Learning skills that they will take directly to their law practice, students in the Children’s Law Clinic often describe it as the most eye-opening and beneficial experience of their law school career. There is nothing quite like having the responsibility of handling a client’s case, from the initial interview, to the investigation, to the strategizing, to the client counseling through to the resolution of the issue.
Following is a sampling of observations about the skills they developed from students in the Children’s Law Clinic:
- Interviewing: During my interview today, my fourth one of the semester, I felt like I struck a great balance between being an empathic listener while still controlling the interview and getting the information I needed. It’s fun for me to reflect on just how far I have come in this particular skill; it makes me very glad that I chose to take the clinic.
- Client counseling: Working in the clinic helped me figure out how to counsel clients and helped me gain the confidence to realize that two and a half years of law school really has taught me something. It also impressed upon me how much more there is to being a good lawyer than simply knowing the law.
- Negotiation: The clinic has given me a rich opportunity to use the negotiation skills I was taught in my negotiations seminar.
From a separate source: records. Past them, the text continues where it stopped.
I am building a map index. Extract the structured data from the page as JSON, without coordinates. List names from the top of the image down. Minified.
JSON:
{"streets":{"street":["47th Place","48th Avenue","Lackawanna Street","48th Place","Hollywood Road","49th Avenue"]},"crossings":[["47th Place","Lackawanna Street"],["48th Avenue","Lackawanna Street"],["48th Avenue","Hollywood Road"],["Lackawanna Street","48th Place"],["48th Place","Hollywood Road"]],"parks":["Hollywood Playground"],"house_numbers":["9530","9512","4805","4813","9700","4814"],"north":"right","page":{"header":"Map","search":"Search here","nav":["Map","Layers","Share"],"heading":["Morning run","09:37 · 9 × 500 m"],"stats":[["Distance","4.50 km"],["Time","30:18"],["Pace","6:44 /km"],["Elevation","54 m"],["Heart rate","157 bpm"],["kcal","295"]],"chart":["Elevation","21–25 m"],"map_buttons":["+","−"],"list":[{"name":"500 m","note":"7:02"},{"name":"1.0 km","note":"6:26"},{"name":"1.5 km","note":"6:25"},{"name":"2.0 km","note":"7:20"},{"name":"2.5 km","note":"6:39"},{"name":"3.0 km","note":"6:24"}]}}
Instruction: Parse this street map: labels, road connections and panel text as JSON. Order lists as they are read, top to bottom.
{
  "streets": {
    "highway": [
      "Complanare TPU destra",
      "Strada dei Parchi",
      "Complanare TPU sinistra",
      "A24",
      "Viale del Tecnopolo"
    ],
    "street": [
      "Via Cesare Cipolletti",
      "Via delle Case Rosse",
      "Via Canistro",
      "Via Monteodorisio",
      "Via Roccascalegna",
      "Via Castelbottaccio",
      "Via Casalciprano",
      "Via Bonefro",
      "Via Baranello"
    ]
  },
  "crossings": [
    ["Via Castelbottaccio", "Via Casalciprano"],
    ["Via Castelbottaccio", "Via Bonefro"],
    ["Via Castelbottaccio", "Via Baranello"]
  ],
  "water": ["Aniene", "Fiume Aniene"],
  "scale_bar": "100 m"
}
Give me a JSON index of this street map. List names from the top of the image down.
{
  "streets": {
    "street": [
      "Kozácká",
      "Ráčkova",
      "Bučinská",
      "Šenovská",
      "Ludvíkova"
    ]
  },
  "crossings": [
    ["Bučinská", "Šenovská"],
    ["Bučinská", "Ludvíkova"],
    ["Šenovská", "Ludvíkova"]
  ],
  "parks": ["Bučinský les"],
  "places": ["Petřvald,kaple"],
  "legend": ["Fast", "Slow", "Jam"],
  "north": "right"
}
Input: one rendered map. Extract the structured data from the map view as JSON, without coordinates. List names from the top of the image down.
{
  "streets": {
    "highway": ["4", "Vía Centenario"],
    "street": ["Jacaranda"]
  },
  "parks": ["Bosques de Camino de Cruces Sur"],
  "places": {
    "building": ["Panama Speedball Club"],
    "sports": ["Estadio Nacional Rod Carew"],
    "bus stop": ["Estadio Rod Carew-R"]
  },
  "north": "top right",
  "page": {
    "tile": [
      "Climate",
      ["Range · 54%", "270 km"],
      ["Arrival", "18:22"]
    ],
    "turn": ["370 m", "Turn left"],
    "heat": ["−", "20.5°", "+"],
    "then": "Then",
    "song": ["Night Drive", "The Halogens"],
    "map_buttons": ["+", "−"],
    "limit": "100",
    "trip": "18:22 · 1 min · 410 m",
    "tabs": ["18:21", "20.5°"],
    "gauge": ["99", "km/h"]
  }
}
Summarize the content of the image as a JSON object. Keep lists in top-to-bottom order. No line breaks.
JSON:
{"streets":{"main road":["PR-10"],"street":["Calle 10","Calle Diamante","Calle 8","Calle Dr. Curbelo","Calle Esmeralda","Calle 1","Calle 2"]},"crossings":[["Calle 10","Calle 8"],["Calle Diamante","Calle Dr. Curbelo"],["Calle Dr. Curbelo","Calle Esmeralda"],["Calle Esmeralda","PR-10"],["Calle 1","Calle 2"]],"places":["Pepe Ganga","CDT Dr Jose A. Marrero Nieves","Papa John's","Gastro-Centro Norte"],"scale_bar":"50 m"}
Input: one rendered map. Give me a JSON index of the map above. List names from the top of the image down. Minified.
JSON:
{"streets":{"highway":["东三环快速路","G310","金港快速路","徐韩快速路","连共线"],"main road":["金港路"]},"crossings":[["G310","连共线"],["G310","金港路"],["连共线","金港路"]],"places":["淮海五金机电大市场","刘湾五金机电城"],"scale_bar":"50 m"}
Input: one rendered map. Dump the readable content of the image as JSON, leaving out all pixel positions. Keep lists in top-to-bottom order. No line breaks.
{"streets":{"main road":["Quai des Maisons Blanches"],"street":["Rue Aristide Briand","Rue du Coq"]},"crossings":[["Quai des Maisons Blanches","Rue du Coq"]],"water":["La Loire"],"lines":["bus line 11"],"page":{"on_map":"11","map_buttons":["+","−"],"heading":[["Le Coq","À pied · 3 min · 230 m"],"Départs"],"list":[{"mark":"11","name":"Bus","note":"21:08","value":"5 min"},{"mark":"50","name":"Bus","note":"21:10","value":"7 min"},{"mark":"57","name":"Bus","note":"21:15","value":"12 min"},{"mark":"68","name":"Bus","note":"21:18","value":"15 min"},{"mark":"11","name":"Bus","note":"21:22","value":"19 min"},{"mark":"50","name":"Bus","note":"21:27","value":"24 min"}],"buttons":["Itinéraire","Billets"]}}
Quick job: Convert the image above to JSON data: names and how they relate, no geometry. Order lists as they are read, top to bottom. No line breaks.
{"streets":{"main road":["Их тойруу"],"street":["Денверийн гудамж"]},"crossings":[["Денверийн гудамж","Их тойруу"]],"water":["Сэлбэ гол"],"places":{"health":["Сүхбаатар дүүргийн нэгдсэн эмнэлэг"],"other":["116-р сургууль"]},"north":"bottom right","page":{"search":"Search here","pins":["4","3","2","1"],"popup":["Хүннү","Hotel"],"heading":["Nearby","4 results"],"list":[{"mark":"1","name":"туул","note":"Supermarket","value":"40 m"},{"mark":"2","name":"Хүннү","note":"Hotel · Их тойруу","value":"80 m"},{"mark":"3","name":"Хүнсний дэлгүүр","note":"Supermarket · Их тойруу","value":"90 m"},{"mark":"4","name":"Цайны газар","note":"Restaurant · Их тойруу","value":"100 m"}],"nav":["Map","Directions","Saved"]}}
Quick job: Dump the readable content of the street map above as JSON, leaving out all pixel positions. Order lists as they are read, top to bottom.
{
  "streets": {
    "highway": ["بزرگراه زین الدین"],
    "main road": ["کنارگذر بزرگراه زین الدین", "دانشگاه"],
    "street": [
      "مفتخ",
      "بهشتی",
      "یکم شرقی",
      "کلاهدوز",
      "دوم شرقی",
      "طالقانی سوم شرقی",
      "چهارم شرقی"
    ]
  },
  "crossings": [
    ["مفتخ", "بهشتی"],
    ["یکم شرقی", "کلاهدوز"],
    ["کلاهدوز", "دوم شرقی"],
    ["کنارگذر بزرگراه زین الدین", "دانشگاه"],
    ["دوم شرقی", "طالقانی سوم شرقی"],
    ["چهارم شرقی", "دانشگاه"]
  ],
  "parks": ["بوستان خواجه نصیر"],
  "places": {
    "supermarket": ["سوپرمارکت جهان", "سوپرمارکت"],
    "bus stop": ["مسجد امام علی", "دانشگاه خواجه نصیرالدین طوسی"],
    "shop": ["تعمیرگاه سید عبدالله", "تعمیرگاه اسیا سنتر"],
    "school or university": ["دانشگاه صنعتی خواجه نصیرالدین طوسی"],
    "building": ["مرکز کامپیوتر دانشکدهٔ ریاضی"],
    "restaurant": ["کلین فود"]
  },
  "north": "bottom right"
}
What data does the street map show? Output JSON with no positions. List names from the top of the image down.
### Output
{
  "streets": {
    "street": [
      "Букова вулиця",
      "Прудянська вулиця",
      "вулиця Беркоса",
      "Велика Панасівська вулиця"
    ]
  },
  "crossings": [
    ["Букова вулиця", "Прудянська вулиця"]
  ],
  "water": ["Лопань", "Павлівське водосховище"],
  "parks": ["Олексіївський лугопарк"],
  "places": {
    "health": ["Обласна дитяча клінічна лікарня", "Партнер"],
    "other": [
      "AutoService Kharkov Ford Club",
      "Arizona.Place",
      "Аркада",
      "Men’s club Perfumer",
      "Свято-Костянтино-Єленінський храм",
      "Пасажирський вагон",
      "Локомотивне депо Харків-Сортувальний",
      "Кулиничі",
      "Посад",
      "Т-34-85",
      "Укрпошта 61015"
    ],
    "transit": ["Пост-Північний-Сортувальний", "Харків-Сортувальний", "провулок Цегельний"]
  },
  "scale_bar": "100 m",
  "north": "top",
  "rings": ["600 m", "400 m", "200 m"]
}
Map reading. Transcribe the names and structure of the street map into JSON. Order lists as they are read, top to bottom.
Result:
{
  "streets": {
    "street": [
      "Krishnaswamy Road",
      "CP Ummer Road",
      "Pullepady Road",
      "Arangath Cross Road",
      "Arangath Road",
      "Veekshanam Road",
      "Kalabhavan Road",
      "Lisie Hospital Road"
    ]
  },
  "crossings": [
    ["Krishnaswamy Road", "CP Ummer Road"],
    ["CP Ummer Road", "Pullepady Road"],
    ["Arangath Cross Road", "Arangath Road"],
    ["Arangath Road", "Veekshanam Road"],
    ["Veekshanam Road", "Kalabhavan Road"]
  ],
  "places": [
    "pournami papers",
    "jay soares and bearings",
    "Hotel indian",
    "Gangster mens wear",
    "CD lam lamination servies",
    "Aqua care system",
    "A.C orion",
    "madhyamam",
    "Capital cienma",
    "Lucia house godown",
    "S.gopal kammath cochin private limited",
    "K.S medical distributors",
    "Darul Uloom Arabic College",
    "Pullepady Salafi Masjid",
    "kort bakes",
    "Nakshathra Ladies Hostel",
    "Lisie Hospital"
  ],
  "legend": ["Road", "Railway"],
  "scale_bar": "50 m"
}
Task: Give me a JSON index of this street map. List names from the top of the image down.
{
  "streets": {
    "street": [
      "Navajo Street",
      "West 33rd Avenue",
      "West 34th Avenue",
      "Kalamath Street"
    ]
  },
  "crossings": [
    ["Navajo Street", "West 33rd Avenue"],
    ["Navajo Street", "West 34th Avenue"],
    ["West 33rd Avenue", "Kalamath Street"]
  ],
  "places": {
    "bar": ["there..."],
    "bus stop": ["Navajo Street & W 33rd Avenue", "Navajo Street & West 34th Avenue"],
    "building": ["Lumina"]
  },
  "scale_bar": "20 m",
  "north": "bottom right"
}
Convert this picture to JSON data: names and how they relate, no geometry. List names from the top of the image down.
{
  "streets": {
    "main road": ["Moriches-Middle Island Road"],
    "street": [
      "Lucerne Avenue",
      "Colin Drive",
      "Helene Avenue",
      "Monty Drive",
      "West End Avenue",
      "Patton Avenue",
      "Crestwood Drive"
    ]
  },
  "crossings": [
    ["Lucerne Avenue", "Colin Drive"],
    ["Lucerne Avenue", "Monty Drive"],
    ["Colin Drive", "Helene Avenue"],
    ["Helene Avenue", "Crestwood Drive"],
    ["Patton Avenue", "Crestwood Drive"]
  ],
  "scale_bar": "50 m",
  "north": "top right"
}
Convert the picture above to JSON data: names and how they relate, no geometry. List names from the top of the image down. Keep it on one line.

A new skill I learned in the clinic was how to manage my expectations and those of my client. I had to ask hard questions about our goals and explain to my client our odds of success if we didn’t come to a negotiated settlement. It was a great feeling when my client signed the settlement agreement I had negotiated.
- Developing a Legal Strategy: Before I was working in the clinic, I would have never thought that I could develop a legal strategy in a real case. It’s such a different skill than reading and understanding case law. The disability case I was assigned required me to thoroughly understand the facts of the case, and then consider how to apply the legal standards to those facts to craft an argument. It was one of the most valuable mental exercises I’ve been engaged in while in law school, and I can see how the approach I used here will apply to many other situations where I will need to apply precise legal standards to the facts.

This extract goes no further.